(Stored records)
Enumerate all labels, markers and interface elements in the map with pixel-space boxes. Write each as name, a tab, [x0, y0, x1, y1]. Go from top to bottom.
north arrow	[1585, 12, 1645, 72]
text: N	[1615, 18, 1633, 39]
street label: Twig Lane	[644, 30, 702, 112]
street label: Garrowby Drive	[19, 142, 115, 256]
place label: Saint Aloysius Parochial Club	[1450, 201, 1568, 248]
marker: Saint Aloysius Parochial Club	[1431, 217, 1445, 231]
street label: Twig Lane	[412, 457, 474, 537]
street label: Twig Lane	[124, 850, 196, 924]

◆ **INSTRUCTIONS FOR THE TASK**
Could you retype all of the entries exactly, leaving none out?

◆ **SOLUTION FOR THIS TASK**
Enumerate all labels, markers and interface elements in the map with pixel-space boxes. Write each as name, a tab, [x0, y0, x1, y1]. Go from top to bottom.
north arrow	[1585, 12, 1645, 72]
text: N	[1615, 18, 1633, 39]
street label: Twig Lane	[644, 30, 702, 112]
street label: Garrowby Drive	[19, 142, 115, 256]
place label: Saint Aloysius Parochial Club	[1450, 201, 1568, 248]
marker: Saint Aloysius Parochial Club	[1431, 217, 1445, 231]
street label: Twig Lane	[412, 457, 474, 537]
street label: Twig Lane	[124, 850, 196, 924]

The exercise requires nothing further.